Shopping for the Internet of Things
The new year is only a few weeks old, and the buzz surrounding the Internet of Things (IoT) is already in high gear. This month’s Consumer Electronics Show (CES) became a showcase for everything from connected cars to wired homes and remote controlled appliances. Although the focus of the show may have been on consumer applications of the IoT idea, the real goal was to let corporate decision-makers know the future is now for building tighter connections to customers, devices, and more.
You don’t have to go to Las Vegas to get a taste of our brave new, connected world. I recently visited my local Verizon store to pick up my latest smartphone where I was welcomed into a new retail environment that intentionally moved me through a variety of displays, exposing me to new home appliance, climate control and entertainment products and services before I reached the various phones hung on the back wall.

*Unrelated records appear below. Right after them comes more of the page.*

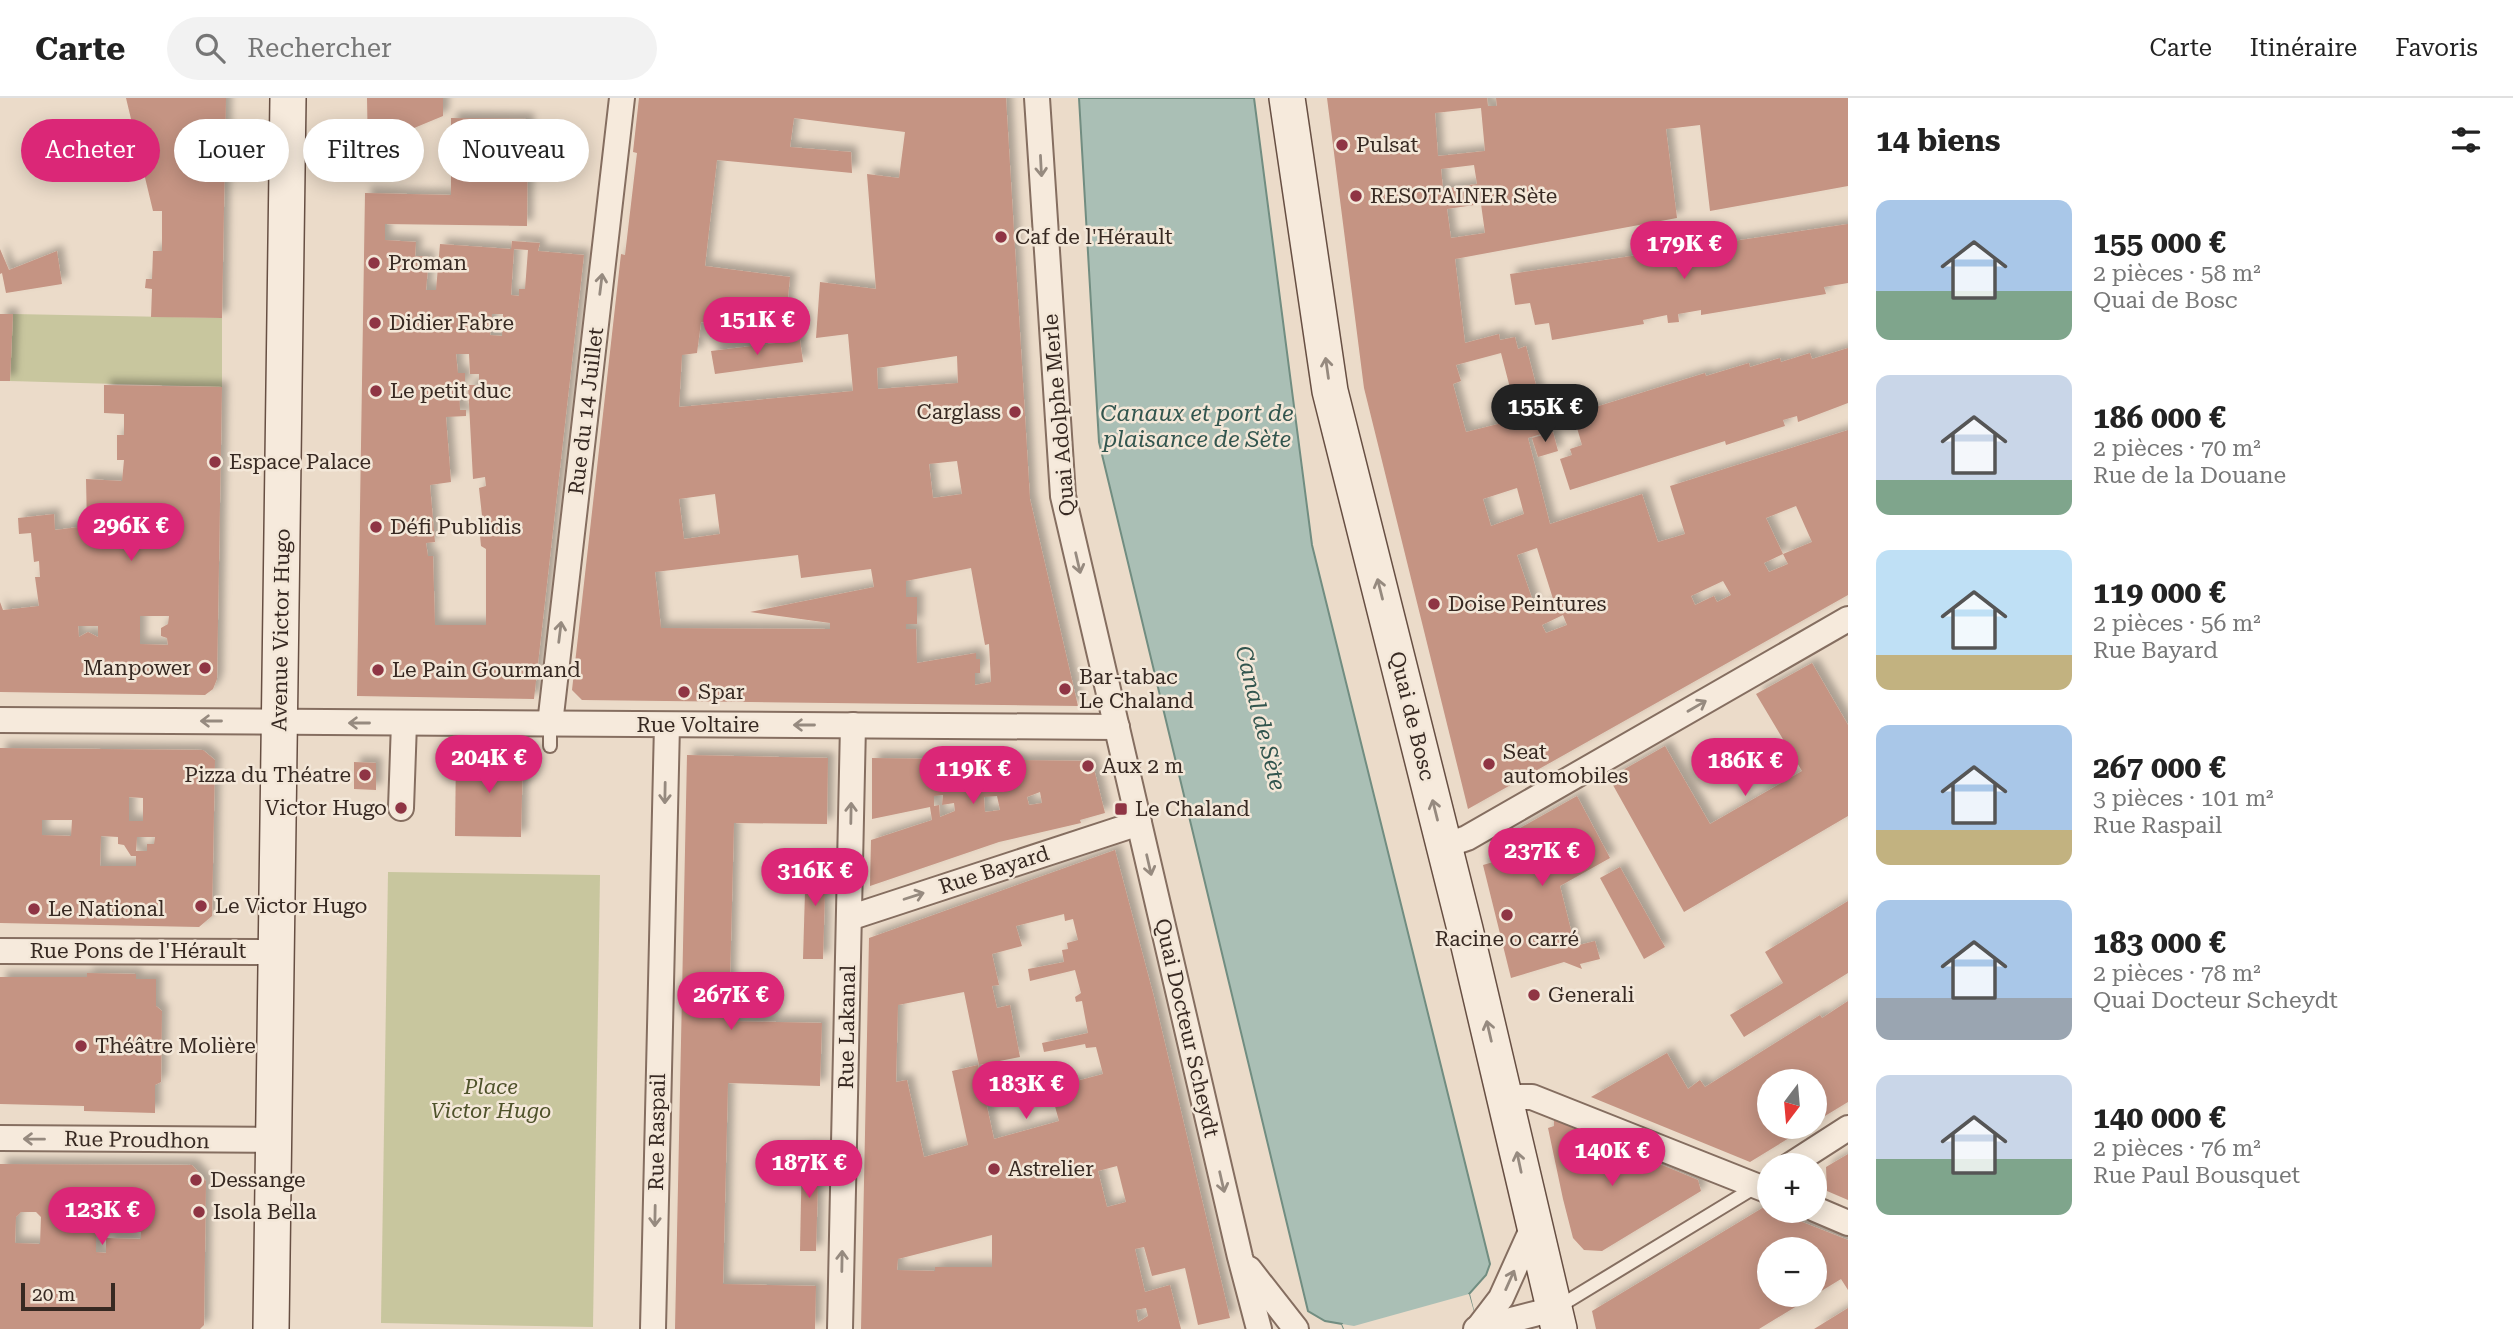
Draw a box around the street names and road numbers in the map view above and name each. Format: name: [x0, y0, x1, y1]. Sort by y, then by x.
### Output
street label: Quai Adolphe Merle: [1038, 313, 1080, 517]
street label: Rue du 14 Juillet: [564, 326, 608, 496]
street label: Avenue Victor Hugo: [267, 528, 295, 732]
street label: Quai de Bosc: [1384, 649, 1440, 783]
street label: Rue Voltaire: [637, 713, 759, 737]
street label: Rue Bayard: [936, 841, 1053, 899]
street label: Quai Docteur Scheydt: [1150, 916, 1224, 1140]
street label: Rue Pons de l'Hérault: [30, 939, 247, 963]
street label: Rue Lakanal: [834, 964, 860, 1089]
street label: Rue Raspail: [644, 1072, 670, 1191]
street label: Rue Proudhon: [64, 1127, 210, 1153]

Verizon is borrowing some of the tricks the grocery industry perfected; it’s learned how to put certain items on back shelves to encourage consumers to buy more expensive, impulse items along the way. But it is also recognizing the battle is shifting from selling phones to as many people as possible, to selling more ongoing services to drive up the demand for data networking services. It is no longer about adding lines; it is about filling the pipes.
The IoT phenomenon is the perfect vehicle to drive added demand and fill those pipes. And, in the same way many Software-as-a-Service (SaaS) and other cloud vendors learned to appeal to ‘prosumers’ to win new corporate accounts, Verizon and a growing number of other tech companies are seeking to win a share of the burgeoning IoT market by escalating their B2C marketing efforts.
As a result, old-world ideas of machine-to-machine (M2M) commercial use cases such as tracking vehicles to improve logistics are being supplanted by new world dreams of monitoring people’s driving patterns to better understand their buying behavior and preferences.
Cisco is pushing the “Internet of Everything” in ad campaigns that appeal to consumers — and raise awareness among corporate executives. Google didn’t buy Nest to just penetrate households. If so, it should encounter the problems Cisco had trying to pursue this strategy. Instead, I think it has bigger ambitions in the commercial market.
IoT isn’t solely about putting sensors on every object and using a new generation of software to control them. It’s about more tightly connecting with the consumer, be it an individual or corporation. That’s why Marc Benioff of Salesforce.com is promoting the “Internet of Customers” idea and advocating a CRM-centric value proposition that behind every connected thing is a customer that needs to be served.
Expect the ‘consumerization of IT’ to get even bigger in 2014 as the definition of IT expands to encompass the Internet of Things.